Few if any brewers would want Greene King and Morland simultaneously and the threat to the stake's value from a subsequent share placing could be a deterrent.

In the meantime results from Greene King's brewing and wholesaling operations openly display the wounds from the beer price war - margins are a mere 11 per cent of of sales, low by industry standards.

The story in the pub estate is similar. Tenanted and managed pubs made trading profits of pounds 25.7m on sales of pounds 85m.

Expansion away from East Anglia offers the best way of moving these figures up but there are not many blocks of good pubs available to buy.

This year has started on a firmer footing, which should see taxable profits rise to pounds 22.3m - a shade more than the 1990/91 result.
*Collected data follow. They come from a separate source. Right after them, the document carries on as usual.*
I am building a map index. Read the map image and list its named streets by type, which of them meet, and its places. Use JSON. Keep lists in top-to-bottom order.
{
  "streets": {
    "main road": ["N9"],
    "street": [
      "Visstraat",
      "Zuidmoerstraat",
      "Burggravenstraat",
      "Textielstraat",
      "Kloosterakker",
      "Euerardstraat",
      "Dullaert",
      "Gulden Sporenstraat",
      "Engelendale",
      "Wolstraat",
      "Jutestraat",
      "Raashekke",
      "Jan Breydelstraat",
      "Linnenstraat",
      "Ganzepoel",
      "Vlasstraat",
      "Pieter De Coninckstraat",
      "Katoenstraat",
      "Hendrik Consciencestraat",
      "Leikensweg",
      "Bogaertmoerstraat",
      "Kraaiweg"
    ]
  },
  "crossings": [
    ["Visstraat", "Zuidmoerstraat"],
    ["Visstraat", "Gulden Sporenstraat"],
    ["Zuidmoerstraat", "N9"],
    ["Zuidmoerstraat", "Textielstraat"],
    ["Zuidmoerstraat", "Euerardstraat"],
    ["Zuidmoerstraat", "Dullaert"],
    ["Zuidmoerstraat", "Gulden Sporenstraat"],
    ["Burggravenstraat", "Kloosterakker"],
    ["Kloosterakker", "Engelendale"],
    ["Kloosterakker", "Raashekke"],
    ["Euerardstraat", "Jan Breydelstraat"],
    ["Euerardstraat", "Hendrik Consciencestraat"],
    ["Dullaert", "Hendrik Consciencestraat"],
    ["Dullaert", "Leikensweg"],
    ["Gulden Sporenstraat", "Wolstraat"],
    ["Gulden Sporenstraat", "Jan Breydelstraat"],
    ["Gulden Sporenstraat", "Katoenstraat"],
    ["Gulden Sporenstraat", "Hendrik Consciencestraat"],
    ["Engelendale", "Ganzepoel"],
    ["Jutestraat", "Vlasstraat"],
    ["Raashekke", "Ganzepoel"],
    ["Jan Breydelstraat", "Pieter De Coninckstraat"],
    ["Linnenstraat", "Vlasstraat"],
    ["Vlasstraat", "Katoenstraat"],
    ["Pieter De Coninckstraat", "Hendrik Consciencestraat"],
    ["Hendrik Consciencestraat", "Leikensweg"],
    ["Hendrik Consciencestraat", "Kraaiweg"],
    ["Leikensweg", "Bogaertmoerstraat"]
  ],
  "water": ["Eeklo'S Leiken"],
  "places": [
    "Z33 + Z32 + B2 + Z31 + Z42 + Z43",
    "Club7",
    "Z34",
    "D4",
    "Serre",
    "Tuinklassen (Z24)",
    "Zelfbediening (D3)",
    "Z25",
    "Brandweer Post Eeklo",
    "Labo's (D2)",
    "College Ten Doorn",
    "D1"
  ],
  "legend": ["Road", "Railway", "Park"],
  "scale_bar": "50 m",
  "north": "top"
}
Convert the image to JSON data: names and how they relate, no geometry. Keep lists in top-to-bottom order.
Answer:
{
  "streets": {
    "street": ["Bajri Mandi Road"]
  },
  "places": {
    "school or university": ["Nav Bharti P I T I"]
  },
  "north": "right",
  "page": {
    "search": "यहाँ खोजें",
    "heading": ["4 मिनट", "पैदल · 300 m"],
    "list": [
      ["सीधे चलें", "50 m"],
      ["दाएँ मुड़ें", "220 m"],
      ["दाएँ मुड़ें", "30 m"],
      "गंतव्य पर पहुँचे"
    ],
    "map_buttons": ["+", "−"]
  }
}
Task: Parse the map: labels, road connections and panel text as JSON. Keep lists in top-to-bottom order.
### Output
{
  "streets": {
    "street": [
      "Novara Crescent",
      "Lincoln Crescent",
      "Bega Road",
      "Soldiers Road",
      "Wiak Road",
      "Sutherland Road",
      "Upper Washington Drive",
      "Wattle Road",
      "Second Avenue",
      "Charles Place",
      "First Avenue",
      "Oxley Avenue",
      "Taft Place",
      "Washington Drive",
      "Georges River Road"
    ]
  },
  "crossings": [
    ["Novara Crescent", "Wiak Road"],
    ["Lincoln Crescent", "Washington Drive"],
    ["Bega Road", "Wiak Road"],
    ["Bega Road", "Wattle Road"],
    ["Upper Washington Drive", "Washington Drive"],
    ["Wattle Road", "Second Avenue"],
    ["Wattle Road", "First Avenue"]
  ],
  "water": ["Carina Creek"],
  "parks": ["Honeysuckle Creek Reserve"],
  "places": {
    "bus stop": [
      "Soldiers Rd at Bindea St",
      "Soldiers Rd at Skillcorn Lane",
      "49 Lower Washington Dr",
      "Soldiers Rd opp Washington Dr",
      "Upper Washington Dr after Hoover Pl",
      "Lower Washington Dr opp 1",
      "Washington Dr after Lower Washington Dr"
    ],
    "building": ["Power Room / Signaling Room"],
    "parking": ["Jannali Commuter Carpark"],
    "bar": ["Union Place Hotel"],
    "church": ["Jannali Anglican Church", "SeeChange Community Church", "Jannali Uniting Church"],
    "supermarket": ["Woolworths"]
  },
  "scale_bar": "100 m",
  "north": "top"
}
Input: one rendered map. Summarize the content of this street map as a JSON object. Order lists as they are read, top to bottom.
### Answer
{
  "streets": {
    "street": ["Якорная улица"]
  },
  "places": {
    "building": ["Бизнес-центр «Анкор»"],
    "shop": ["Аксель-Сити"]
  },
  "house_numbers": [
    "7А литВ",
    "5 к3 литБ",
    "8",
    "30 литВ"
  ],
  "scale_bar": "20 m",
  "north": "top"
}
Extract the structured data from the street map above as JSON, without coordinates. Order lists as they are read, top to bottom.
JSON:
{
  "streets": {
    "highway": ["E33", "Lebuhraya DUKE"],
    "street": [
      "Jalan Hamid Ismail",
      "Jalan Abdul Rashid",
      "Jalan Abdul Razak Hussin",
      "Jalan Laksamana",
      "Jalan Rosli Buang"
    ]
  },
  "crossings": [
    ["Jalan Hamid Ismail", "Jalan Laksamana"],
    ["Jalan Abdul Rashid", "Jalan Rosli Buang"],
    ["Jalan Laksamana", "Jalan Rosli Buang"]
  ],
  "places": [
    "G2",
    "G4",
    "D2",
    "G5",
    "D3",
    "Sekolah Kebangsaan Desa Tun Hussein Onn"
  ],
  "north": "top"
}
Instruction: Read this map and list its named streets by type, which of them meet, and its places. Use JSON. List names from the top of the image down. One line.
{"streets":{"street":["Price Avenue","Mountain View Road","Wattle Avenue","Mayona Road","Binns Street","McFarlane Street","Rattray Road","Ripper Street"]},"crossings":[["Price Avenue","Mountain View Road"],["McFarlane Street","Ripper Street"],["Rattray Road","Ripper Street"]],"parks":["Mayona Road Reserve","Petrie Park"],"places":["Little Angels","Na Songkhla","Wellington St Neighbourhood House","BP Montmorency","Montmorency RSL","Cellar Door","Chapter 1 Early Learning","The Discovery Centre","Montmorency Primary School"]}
Earnings per share, however, will benefit from capital allowances from the recent purchase of some Bass pubs and rise from 35.9p to 39p.

The shares, unchanged at 453p, have been the worst performer in the brewing sector over the past 12 months. But there is not yet enough light at the end of the tunnel for the market to consider a prospective price/earnings ratio of 11.6 as cheap.

A 3.8 per cent yield, assuming a rise in dividends from 12.9p to 13.7p, is not hugely attractive.